The inhibitory vestibular efferent system and its relation to the cerebellum in the frog.

Abstract

1. In the frog, peripheral stimulation of the anterior and posterior branches of the VIIIth nerve evokes antidromic activation of Purkinje cells in the ipsilateral cerebellar auriculum. 2. The antidromic Purkinje cell invasion is followed by orthodromic action potentials due to the activation of direct and secondary vestibulo-cerebellar afferents. 3. In order to demonstrate the existence of vestibular efferent fibers at the level of the vestibular nerve, its anterior or posterior branches were electrically activated and a recording electrode placed proximally in the same nerve. Under these circumstances, efferent fiber action potentials with an average latency of 3 msec could be recorded, even after the peripheral vestibular organ had been removed. 4. Comparison of the latency for orthodromic activation of Purkinje cells at the auricular lobe with that of the action potentials recorded at the vestibular nerve level agrees very well, there being on the average a slight lead at the Purkinje cell level which can be explained by the conduction time (0.6 msec) from the cerebellum to the vestibular organ. 5. The vestibular efferent system could not be easily activated by moderate angular acceleration adequate for afferent fiber activation, or by tilting or vibratory stimulation.
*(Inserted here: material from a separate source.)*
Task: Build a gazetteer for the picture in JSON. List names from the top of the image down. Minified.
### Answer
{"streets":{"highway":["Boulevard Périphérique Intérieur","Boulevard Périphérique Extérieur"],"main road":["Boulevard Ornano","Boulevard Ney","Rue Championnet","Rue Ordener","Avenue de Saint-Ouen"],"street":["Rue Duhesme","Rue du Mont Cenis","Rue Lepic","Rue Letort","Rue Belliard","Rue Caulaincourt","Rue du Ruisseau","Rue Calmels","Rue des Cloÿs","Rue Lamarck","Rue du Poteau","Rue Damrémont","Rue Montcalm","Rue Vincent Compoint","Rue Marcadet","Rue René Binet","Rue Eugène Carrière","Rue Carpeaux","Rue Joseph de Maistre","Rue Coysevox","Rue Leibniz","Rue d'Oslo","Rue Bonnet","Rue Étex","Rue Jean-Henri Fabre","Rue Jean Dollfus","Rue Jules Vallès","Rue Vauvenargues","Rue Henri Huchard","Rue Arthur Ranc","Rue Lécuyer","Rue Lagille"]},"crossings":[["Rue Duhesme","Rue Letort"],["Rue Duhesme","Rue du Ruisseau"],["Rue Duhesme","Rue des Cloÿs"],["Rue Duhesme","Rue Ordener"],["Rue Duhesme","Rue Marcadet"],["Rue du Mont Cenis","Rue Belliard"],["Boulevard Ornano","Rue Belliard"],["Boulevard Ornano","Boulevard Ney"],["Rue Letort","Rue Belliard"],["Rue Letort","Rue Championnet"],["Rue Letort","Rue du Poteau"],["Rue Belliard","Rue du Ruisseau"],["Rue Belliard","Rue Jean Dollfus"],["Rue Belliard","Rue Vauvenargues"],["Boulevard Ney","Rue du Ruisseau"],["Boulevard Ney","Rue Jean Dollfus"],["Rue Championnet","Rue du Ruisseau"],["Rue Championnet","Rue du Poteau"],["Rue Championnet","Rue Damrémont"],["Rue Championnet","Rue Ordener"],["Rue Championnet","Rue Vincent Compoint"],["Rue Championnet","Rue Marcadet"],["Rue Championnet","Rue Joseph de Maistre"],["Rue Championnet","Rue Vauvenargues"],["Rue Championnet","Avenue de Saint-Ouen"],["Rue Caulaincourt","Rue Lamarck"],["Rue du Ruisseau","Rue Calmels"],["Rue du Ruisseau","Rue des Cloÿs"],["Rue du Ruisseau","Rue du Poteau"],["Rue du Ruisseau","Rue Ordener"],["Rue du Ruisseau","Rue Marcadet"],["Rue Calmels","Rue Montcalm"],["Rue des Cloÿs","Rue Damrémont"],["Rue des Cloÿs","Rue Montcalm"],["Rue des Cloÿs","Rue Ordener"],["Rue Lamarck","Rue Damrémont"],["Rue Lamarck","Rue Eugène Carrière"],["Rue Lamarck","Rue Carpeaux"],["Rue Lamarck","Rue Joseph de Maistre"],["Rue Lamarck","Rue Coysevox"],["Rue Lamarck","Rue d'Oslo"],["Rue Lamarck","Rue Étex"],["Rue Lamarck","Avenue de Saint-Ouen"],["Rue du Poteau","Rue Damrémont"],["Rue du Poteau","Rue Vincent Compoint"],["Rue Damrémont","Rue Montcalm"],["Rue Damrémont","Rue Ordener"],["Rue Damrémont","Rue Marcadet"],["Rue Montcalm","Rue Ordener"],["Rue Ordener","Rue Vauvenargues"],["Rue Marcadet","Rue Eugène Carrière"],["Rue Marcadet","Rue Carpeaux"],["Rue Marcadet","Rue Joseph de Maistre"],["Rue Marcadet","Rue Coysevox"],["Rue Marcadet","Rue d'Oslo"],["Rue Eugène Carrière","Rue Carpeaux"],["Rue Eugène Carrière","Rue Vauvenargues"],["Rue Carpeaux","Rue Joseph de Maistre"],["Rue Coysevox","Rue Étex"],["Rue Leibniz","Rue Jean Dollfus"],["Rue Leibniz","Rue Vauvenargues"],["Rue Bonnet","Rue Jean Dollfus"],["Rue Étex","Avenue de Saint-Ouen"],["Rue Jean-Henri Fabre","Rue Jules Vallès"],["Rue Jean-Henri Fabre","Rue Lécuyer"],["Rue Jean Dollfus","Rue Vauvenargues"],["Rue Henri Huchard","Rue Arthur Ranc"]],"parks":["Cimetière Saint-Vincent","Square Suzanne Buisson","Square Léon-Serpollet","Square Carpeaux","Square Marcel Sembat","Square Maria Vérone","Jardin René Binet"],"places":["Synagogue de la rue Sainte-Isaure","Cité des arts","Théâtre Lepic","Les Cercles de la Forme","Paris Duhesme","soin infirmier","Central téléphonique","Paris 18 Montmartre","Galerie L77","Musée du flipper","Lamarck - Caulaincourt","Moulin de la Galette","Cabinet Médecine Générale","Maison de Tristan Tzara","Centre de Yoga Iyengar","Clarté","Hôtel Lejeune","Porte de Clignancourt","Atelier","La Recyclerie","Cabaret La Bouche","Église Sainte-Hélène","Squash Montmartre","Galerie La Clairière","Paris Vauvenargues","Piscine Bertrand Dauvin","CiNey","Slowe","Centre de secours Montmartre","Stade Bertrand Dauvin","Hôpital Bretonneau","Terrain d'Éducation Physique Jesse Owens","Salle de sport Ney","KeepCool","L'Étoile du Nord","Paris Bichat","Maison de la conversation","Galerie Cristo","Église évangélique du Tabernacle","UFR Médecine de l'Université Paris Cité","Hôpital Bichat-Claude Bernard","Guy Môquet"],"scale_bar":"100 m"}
On some occasions, contralateral rotation evoked efferent discharge. 6. Activation of the vestibular efferent system following VIIIth nerve or auricular stimulation produces an inhibition on the spontaneous activity of saccular and utricular afferents for an average period of 15 msec. 7. It is therefore concluded that a direct cerebello-otolithic efferent system represented by axons of Purkinje cells is present in the frog. This cerebello-otolithic system, which is shown to be inhibitory, represents the first demonstration of cerebellar control of a sensory input.